I personally hate conferences, but you’re right, it IS better than being at work!

Angel,

You say not much going on there, but a stupid tummy bug sounds like a lot to me! Like you needed this, right?

A LIME, huh? Awesome! :happydance::happydance:

AFM,

Looks like FF will confirm o day as Wednesday, once I enter tomorrow’s temps. I am WIPED OUT from DTD. I never used to be this way (kinda dreading BD) but once I’m on a mission (to get pg) I guess it’s hard for me to step back and be the way I was before…DTD for pleasure lol!
 
With doing it 15 times last cycle, I sure know what you mean Melissa!!

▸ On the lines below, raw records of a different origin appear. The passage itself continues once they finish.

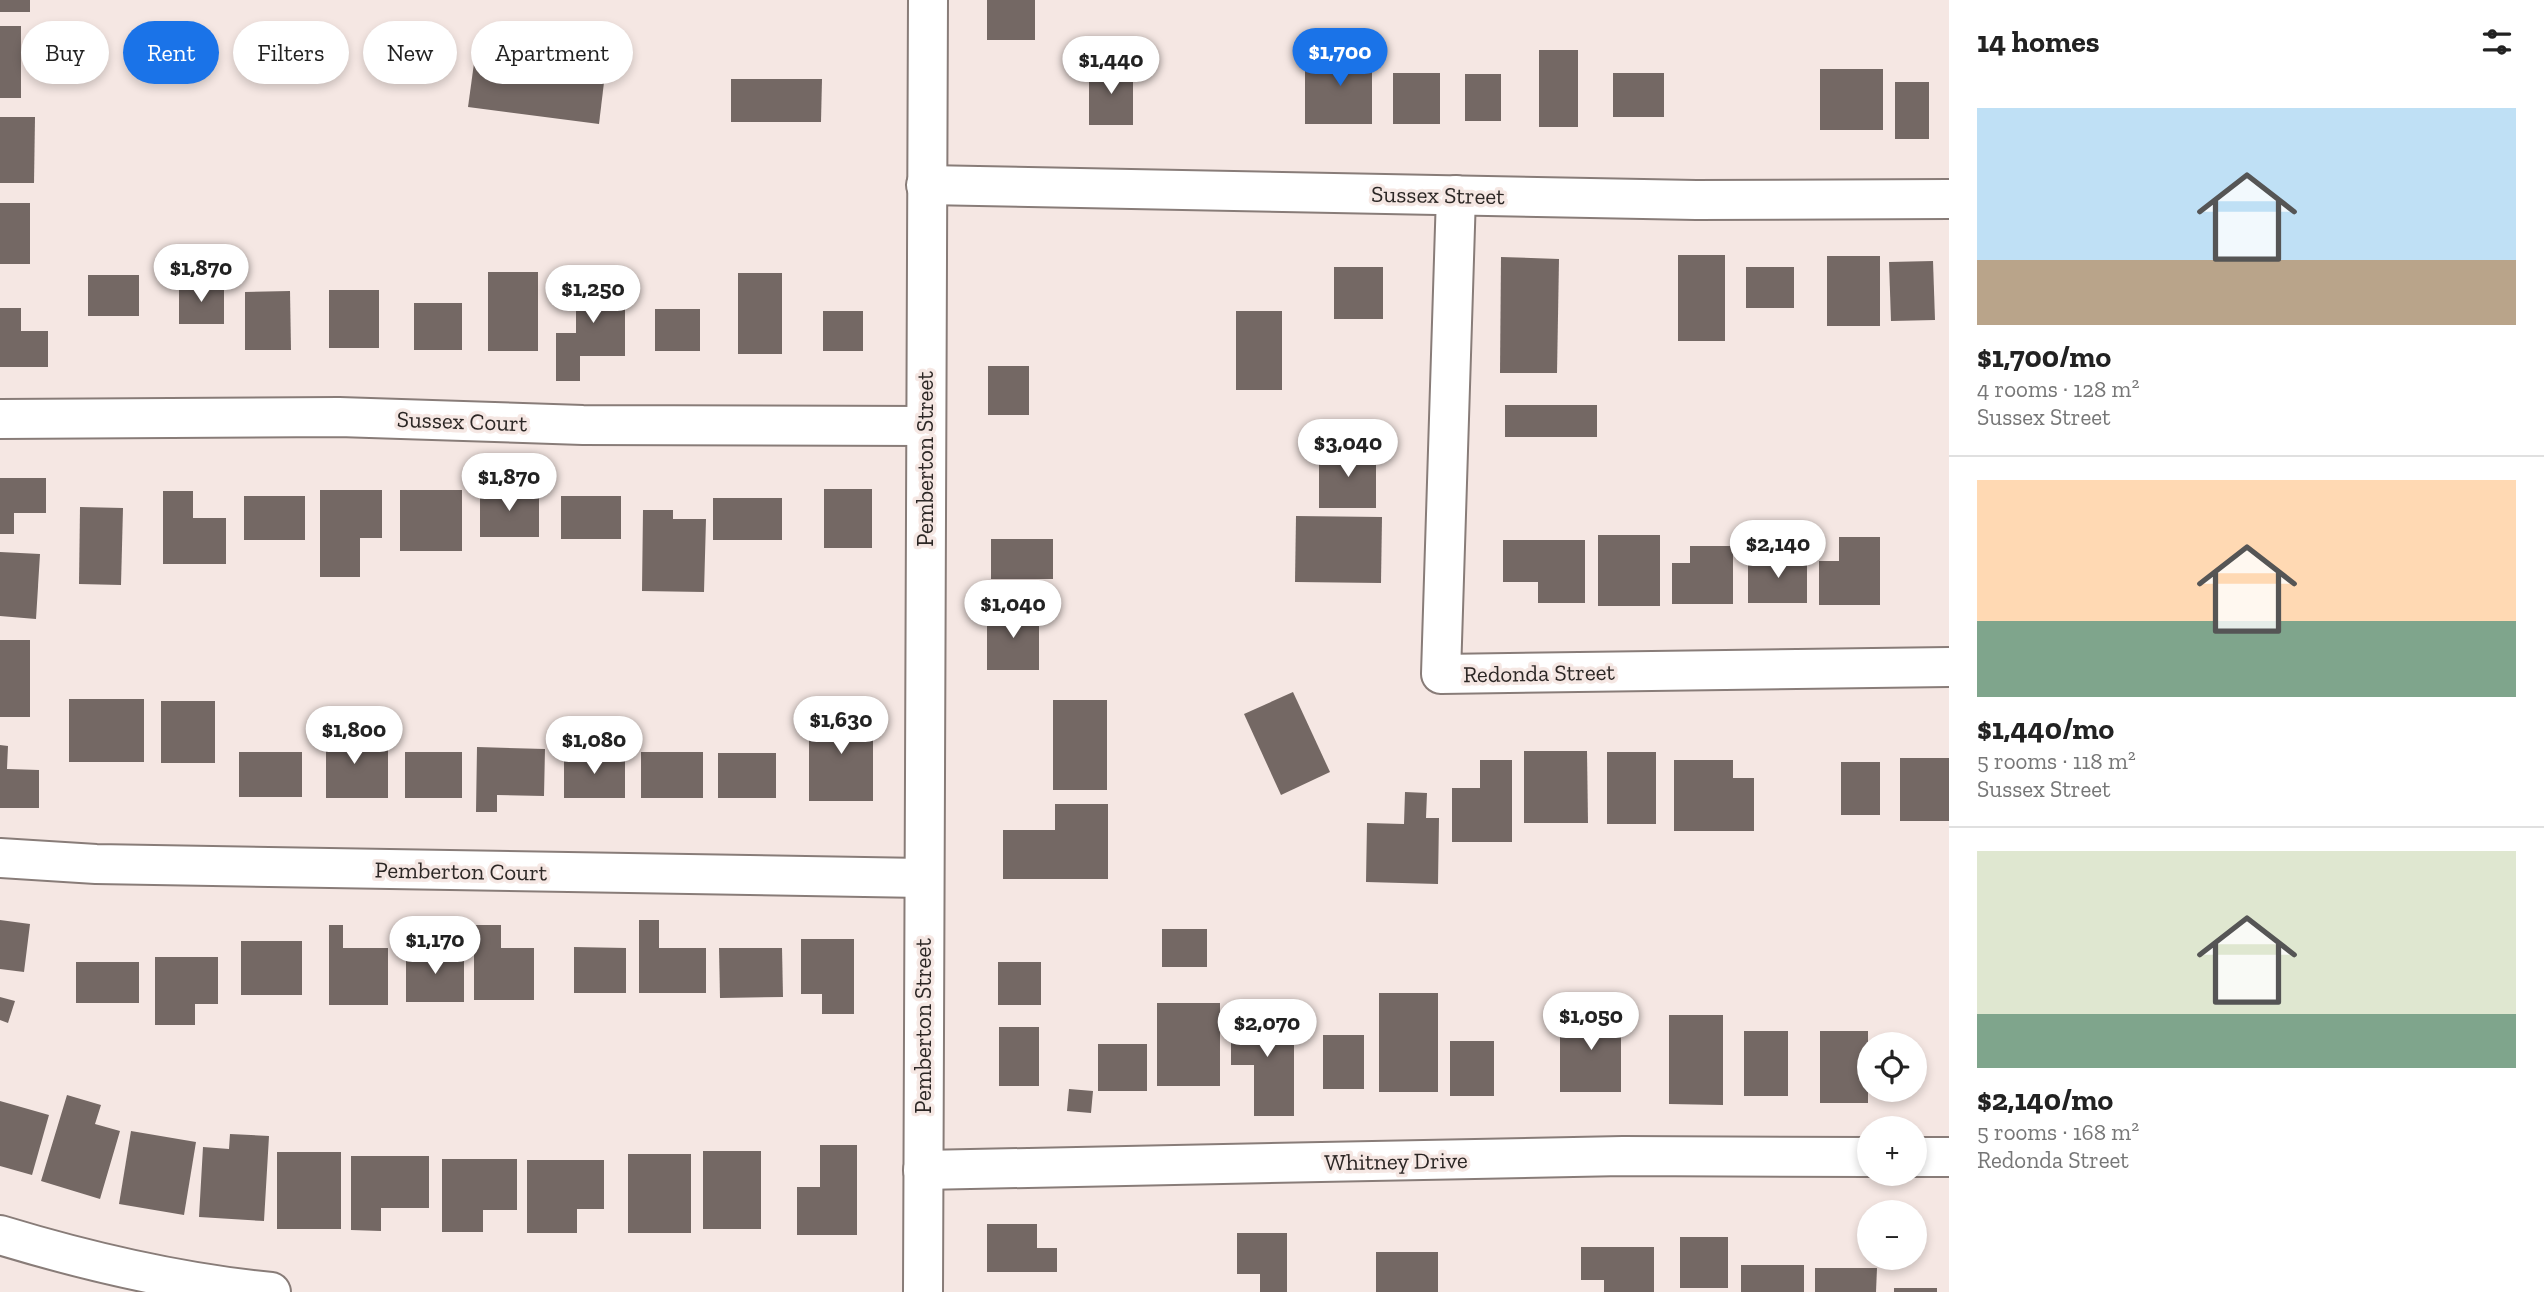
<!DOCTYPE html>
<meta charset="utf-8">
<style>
body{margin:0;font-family:"Zilla Slab",serif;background:#f2f2f2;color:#222;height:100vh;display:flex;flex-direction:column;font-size:26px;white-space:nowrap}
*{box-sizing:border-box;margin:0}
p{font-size:23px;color:#767676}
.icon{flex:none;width:38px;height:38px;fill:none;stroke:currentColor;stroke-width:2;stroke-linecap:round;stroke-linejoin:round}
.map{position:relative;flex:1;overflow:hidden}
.drawer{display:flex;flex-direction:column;background:#fff;width:595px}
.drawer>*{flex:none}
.top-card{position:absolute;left:21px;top:21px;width:665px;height:63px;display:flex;gap:14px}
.controls{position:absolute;left:1857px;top:1032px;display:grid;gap:14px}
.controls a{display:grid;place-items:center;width:70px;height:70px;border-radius:50%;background:#fff;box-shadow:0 4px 10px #0003;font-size:35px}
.price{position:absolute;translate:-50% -60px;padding:0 16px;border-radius:24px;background:#fff;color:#222;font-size:23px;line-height:46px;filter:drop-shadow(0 2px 4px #0008)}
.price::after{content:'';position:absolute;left:50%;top:42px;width:21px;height:16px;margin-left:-10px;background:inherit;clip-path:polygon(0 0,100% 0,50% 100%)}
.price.current{background:#1a73e8;color:#fff}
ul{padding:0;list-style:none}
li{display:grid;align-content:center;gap:14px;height:371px;padding:0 28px}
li+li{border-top:2px solid #e0e0e0}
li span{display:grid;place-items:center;height:217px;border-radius:0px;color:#555}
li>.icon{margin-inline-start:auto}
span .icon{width:126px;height:126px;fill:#fffc;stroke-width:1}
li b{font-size:30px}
h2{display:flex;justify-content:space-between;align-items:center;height:84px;padding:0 28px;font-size:30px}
.chip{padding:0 24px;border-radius:32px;background:#fff;box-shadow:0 4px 10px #0003;font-size:24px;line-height:63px}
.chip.current{background:#1a73e8;color:#fff}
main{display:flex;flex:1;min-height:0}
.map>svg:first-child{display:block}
.building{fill:#746864}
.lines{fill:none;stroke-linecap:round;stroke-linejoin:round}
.minor-casing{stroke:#887c78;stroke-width:42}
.minor{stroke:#fff;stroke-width:38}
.labels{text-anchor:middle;stroke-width:7;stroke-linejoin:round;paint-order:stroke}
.street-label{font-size:23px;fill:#2c2725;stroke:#f5e7e3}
</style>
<main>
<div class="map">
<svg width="1949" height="1292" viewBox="0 0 1949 1292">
<rect width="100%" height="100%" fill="#f5e7e3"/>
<g class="building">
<rect x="0" y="0" width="30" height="12"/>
<rect x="987" y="0" width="48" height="40"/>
<rect x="0" y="26" width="21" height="72"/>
<polygon points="1318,48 1372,48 1372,124 1305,124 1305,70 1318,70"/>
<rect x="1539" y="50" width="39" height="77"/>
<polygon points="475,56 605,74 599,124 468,107"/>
<rect x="1089" y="67" width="44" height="58"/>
<rect x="1820" y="69" width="63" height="61"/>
<rect x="1393" y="73" width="47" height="51"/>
<rect x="1613" y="73" width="51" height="44"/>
<rect x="1465" y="74" width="36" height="47"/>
<polygon points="731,79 822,79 821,122 731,122"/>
<rect x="1895" y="82" width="34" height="57"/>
<polygon points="0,117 35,117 34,183 0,183"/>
<rect x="0" y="203" width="30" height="61"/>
<rect x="1678" y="255" width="47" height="86"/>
<rect x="1827" y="256" width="53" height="70"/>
<polygon points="1501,257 1559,259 1557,373 1500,373"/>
<polygon points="1933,261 1935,320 1891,321 1889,262"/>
<rect x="1334" y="267" width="49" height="52"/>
<rect x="1746" y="267" width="48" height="41"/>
<rect x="488" y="272" width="50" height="79"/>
<rect x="738" y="273" width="44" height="81"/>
<rect x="88" y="275" width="51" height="41"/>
<polygon points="576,277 625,277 625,356 580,356 580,381 556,381 556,333 576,333"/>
<rect x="179" y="283" width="45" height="41"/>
<rect x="329" y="290" width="50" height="58"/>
<polygon points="290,291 291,350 245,350 245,292"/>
<rect x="414" y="303" width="48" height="47"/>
<polygon points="0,308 21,308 21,331 48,331 48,367 0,367"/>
<rect x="655" y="309" width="45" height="42"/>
<rect x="823" y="311" width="40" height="40"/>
<rect x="1236" y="311" width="46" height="79"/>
<rect x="988" y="366" width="41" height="49"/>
<rect x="1505" y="405" width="92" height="32"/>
<rect x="1319" y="450" width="57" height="58"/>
<polygon points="0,478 46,478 46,513 14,513 14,534 0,534"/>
<rect x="480" y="489" width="59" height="48"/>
<rect x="824" y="489" width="48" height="59"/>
<polygon points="320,490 382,490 382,538 360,538 360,577 320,577"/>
<rect x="400" y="490" width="62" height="61"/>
<polygon points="163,491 193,491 193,518 226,518 226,564 163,564"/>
<rect x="244" y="496" width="61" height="44"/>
<rect x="561" y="496" width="60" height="43"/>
<rect x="713" y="498" width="69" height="42"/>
<polygon points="80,507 123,508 121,585 79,584"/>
<polygon points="643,510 673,510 673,519 706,519 704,592 642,591"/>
<polygon points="1296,516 1382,517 1381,583 1295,582"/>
<rect x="1598" y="535" width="62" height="71"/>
<polygon points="1839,537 1880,537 1880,605 1819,605 1819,561 1839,561"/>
<rect x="991" y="539" width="62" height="40"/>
<polygon points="1503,540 1585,540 1585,603 1538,603 1538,582 1503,582"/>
<polygon points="1690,546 1733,546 1733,604 1672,604 1672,563 1690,563"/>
<polygon points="0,552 40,554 36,619 0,616"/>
<rect x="1748" y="557" width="59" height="46"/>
<rect x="987" y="611" width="52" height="59"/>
<rect x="0" y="640" width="30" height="77"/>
<polygon points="1293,692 1330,772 1281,795 1244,714"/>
<rect x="69" y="699" width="75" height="63"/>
<rect x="1053" y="700" width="54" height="90"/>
<rect x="161" y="701" width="54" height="62"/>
<rect x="809" y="712" width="64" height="89"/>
<polygon points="326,724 358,724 358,747 388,747 388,798 326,798"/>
<polygon points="0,745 8,746 7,769 39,770 39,808 0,808"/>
<polygon points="477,747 545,749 544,796 497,795 497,812 476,812"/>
<polygon points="1524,751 1587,751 1588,823 1524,823"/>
<rect x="239" y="752" width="63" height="45"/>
<rect x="405" y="752" width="57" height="46"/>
<rect x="641" y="752" width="62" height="46"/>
<rect x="1607" y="752" width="49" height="72"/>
<rect x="718" y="753" width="58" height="45"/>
<rect x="564" y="754" width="61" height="44"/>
<rect x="1900" y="758" width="49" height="63"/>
<polygon points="1480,760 1512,760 1512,842 1452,842 1452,788 1480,788"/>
<polygon points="1674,760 1733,760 1733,778 1754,778 1754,831 1674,831"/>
<rect x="1841" y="762" width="39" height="53"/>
<polygon points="1405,792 1427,793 1426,818 1439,818 1438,884 1366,882 1367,823 1404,824"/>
<polygon points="1055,804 1108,804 1108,879 1003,879 1003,830 1055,830"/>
<polygon points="0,920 30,924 24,972 0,969"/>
<polygon points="639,920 659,920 659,948 706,948 706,993 639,993"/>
<polygon points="329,925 343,925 343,948 388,948 388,1005 329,1005"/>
<polygon points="474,925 501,925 501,948 534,948 534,1000 474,1000"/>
<rect x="1162" y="929" width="45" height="38"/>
<polygon points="801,939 854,939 854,1014 822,1014 822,994 801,994"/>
<rect x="241" y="941" width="61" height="54"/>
<polygon points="574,947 626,948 626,993 574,993"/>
<polygon points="719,948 782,948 783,997 720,998"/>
<rect x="406" y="949" width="58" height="53"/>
<polygon points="155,957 218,957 218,1004 195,1004 195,1025 155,1025"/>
<rect x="76" y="962" width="63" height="41"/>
<rect x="998" y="962" width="43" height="43"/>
<rect x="1379" y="993" width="59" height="99"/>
<polygon points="0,997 15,1001 8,1023 0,1020"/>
<rect x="1157" y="1003" width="63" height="83"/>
<rect x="1560" y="1011" width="61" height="81"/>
<polygon points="1231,1013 1294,1013 1294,1116 1254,1116 1254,1065 1231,1065"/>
<polygon points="1669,1015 1723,1015 1723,1105 1669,1104"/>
<rect x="999" y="1027" width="40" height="59"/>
<rect x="1744" y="1031" width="44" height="65"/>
<rect x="1820" y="1031" width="48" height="72"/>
<rect x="1323" y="1035" width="41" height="54"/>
<rect x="1450" y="1041" width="44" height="55"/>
<rect x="1098" y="1044" width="49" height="47"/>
<polygon points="1069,1089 1093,1091 1091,1113 1067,1111"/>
<polygon points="67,1095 101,1105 95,1124 120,1131 100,1199 41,1181"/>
<polygon points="0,1101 49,1115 32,1175 0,1166"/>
<polygon points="131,1131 196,1142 184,1215 119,1204"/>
<polygon points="230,1134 269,1136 264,1221 199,1217 203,1147 229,1149"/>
<polygon points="820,1145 857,1145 857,1235 797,1235 797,1187 820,1187"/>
<rect x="703" y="1151" width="58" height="78"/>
<rect x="277" y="1152" width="64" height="77"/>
<rect x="628" y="1154" width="63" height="79"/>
<polygon points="351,1156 429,1156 429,1208 381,1208 381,1231 351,1230"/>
<polygon points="442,1159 517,1159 517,1210 483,1210 483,1232 442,1232"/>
<polygon points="527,1160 604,1160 604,1209 577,1209 577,1233 527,1233"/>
<polygon points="987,1224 1037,1224 1037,1248 1057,1248 1057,1272 987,1272"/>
<polygon points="1237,1233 1287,1233 1287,1292 1260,1292 1260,1274 1237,1274"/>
<rect x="1680" y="1237" width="48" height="51"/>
<polygon points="1581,1247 1654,1247 1654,1292 1604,1292 1604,1280 1581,1280"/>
<rect x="1376" y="1252" width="62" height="40"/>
<rect x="1741" y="1265" width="63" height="27"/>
<polygon points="1815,1268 1877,1268 1876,1292 1815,1292"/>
<rect x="1894" y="1288" width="43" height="4"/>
</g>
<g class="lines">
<defs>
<g id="minor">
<polyline points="926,185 1696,200 1949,199"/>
<polyline points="1456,195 1441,674 1949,667"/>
<polyline points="0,419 339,417 583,425 925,426"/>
<polyline points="0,858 96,864 923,878"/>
<polyline points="1914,1157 1949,1157"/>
<polyline points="923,1170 1623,1156 1869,1157"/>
<path d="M 0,1235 C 89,1262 179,1283 271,1292"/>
<polyline points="923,1292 928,0"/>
</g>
</defs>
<use href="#minor" class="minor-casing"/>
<use href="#minor" class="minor"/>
</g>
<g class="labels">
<g class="street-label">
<text transform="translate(1438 195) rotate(1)" y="8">Sussex Street</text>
<text transform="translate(462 421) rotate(2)" y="8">Sussex Court</text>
<text transform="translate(925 459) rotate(-90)" y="8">Pemberton Street</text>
<text transform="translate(1539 673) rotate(-1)" y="8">Redonda Street</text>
<text transform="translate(461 871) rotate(1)" y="8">Pemberton Court</text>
<text transform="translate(923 1026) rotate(-90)" y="8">Pemberton Street</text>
<text transform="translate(1396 1161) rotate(-1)" y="8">Whitney Drive</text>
</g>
</g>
</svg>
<div class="controls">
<a><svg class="icon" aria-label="locate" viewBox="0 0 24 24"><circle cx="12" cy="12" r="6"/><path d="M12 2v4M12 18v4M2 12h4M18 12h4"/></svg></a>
<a>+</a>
<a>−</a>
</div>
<b class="price current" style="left:1340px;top:88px">$1,700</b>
<b class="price" style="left:1111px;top:96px">$1,440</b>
<b class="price" style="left:201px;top:304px">$1,870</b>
<b class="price" style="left:593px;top:325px">$1,250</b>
<b class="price" style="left:1348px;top:479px">$3,040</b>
<b class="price" style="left:509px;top:513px">$1,870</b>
<b class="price" style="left:1778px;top:580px">$2,140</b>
<b class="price" style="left:1013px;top:640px">$1,040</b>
<b class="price" style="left:841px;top:756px">$1,630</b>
<b class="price" style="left:354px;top:766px">$1,800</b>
<b class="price" style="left:594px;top:776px">$1,080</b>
<b class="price" style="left:435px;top:976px">$1,170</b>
<b class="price" style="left:1591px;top:1052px">$1,050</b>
<b class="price" style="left:1267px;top:1059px">$2,070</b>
<div class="top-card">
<a class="chip">Buy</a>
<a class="chip current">Rent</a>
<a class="chip">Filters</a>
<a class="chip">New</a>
<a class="chip">Apartment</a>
</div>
</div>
<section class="drawer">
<h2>14 homes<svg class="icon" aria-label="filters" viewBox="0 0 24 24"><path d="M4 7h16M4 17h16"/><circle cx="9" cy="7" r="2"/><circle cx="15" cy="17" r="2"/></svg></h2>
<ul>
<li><span style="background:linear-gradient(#bfe0f5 70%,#b9a48a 0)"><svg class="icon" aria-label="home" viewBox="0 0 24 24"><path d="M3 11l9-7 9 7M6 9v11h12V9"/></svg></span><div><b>$1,700/mo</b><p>4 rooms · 128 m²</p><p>Sussex Street</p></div></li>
<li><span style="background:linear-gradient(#ffd9b3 65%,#7fa58c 0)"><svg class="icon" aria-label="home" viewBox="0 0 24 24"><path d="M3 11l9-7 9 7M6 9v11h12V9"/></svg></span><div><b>$1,440/mo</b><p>5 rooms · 118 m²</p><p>Sussex Street</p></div></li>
<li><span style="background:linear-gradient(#dfe7d0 75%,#7fa58c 0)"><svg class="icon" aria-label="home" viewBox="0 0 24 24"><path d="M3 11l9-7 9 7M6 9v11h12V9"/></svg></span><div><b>$2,140/mo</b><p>5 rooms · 168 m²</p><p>Redonda Street</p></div></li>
</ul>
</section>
</main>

edit- is it okay if I call you that?
 
Jasmine,

You said you're starving all the time. Had any more fish and chippies lately? I can live vicariously through you! :haha:
 
With doing it 15 times last cycle, I sure know what you mean Melissa!!

edit- is it okay if I call you that?

Of course you can! Some people call me Meli, others Melissa. I have no preference!

And DTD 15 times last cycle? Now, THAT'S impressive!
 
Hey, isn't this one of our former ladies? Look at the third comment down:

https://babyandbump.momtastic.com/pregnancy-after-loss/1802389-december-2013-rainbow-babies.html
 
Meli: I'm glad I'm not alone in the weirdness that was the experience of going to an all-girls school. We did wear a cap and gown (white) to graduation, but we had something called baccalaureate where we all had to have dresses made out of the same material (that we chose). We would toss tampons to one another in the middle of class and if a boy came anywhere near the school it was huge news. My dh actually went to our brother school. Yeah, we're those people.